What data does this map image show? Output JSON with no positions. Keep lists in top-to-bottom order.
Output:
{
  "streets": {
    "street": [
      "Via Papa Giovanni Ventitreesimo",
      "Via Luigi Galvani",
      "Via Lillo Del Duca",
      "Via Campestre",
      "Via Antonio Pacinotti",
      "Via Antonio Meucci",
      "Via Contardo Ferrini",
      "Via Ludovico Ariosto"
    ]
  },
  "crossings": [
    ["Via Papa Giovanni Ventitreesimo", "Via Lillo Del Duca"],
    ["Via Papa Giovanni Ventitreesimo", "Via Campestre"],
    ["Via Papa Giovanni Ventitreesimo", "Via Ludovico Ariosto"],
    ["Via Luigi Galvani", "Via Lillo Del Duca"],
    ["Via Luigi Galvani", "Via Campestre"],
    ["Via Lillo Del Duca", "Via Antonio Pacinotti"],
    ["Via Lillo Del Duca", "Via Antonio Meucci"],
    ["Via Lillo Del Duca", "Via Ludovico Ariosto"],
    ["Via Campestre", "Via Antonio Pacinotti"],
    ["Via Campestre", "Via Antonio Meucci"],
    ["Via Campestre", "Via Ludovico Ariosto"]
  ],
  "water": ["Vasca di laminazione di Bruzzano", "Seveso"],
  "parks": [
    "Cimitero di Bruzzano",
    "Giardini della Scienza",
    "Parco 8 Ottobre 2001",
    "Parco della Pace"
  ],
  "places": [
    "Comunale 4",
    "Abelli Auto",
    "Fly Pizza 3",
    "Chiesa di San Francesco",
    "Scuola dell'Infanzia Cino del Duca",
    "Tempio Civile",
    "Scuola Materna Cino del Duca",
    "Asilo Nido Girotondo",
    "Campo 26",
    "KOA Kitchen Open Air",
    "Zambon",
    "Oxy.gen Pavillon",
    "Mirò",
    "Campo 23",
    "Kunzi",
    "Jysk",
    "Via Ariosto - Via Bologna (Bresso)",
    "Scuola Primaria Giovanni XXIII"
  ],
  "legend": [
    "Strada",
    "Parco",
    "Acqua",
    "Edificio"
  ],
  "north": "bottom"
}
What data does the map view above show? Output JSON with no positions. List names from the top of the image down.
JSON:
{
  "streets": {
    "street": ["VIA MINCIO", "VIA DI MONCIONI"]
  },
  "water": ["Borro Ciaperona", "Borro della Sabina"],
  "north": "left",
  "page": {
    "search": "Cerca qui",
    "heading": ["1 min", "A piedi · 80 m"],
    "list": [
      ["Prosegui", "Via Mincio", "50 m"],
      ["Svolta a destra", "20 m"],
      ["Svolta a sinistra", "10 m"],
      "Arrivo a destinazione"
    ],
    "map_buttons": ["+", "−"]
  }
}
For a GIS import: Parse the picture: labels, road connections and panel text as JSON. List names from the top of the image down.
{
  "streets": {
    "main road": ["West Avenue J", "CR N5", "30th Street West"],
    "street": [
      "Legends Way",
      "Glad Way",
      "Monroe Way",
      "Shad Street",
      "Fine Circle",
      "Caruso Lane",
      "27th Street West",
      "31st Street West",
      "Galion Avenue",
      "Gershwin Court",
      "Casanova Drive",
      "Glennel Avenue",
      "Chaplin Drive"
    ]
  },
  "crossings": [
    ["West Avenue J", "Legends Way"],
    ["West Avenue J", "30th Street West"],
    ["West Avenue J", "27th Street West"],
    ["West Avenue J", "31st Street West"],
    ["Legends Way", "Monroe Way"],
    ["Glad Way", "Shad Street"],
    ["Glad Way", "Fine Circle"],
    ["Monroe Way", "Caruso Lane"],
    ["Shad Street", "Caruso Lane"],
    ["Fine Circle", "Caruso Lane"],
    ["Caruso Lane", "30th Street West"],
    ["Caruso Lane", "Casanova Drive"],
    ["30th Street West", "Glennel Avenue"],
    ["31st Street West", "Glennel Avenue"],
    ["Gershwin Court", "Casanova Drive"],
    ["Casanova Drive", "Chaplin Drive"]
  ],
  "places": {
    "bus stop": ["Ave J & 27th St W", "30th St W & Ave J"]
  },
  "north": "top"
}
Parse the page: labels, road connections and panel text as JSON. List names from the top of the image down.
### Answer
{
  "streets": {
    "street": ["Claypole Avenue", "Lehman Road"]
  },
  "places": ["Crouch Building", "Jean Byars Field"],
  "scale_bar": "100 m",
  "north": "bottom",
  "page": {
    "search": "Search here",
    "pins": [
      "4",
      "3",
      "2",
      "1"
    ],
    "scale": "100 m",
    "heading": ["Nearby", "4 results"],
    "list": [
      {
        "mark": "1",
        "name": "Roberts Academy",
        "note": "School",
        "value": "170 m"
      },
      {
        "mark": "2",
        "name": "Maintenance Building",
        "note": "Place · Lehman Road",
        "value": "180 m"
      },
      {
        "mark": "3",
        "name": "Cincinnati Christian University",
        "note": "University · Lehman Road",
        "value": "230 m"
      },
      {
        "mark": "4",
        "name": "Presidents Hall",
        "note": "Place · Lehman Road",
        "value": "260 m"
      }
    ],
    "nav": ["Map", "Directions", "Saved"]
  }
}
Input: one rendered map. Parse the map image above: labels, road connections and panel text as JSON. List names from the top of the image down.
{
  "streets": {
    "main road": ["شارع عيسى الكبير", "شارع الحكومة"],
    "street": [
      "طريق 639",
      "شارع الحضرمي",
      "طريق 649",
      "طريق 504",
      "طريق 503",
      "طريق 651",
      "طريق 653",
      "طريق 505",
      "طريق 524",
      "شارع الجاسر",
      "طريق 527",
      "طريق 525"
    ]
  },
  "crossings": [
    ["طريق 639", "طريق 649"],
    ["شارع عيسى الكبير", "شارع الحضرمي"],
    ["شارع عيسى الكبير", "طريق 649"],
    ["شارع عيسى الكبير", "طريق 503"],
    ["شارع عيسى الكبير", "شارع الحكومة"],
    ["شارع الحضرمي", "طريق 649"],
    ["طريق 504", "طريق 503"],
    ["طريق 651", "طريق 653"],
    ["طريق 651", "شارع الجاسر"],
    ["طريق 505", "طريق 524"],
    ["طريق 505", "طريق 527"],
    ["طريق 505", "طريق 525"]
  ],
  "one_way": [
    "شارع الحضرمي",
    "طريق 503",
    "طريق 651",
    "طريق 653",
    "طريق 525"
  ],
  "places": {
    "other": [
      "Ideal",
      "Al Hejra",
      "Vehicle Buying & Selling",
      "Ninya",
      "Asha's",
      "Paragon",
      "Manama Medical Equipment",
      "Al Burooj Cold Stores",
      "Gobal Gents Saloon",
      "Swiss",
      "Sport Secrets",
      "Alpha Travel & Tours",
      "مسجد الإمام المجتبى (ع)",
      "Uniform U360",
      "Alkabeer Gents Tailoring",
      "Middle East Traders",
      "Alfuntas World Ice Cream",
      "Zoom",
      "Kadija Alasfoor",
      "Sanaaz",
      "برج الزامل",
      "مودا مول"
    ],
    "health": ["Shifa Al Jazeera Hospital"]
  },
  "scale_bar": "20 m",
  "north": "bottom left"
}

■ ■ ■ ■ ■ ■ ■

--- Problem details ---
Check each line of the entries, and copy the ones that contain "JSON".

--- Response to the exercise ---
What data does this map image show? Output JSON with no positions. Keep lists in top-to-bottom order.
What data does the map view above show? Output JSON with no positions. List names from the top of the image down.
JSON:
For a GIS import: Parse the picture: labels, road connections and panel text as JSON. List names from the top of the image down.
Parse the page: labels, road connections and panel text as JSON. List names from the top of the image down.
Input: one rendered map. Parse the map image above: labels, road connections and panel text as JSON. List names from the top of the image down.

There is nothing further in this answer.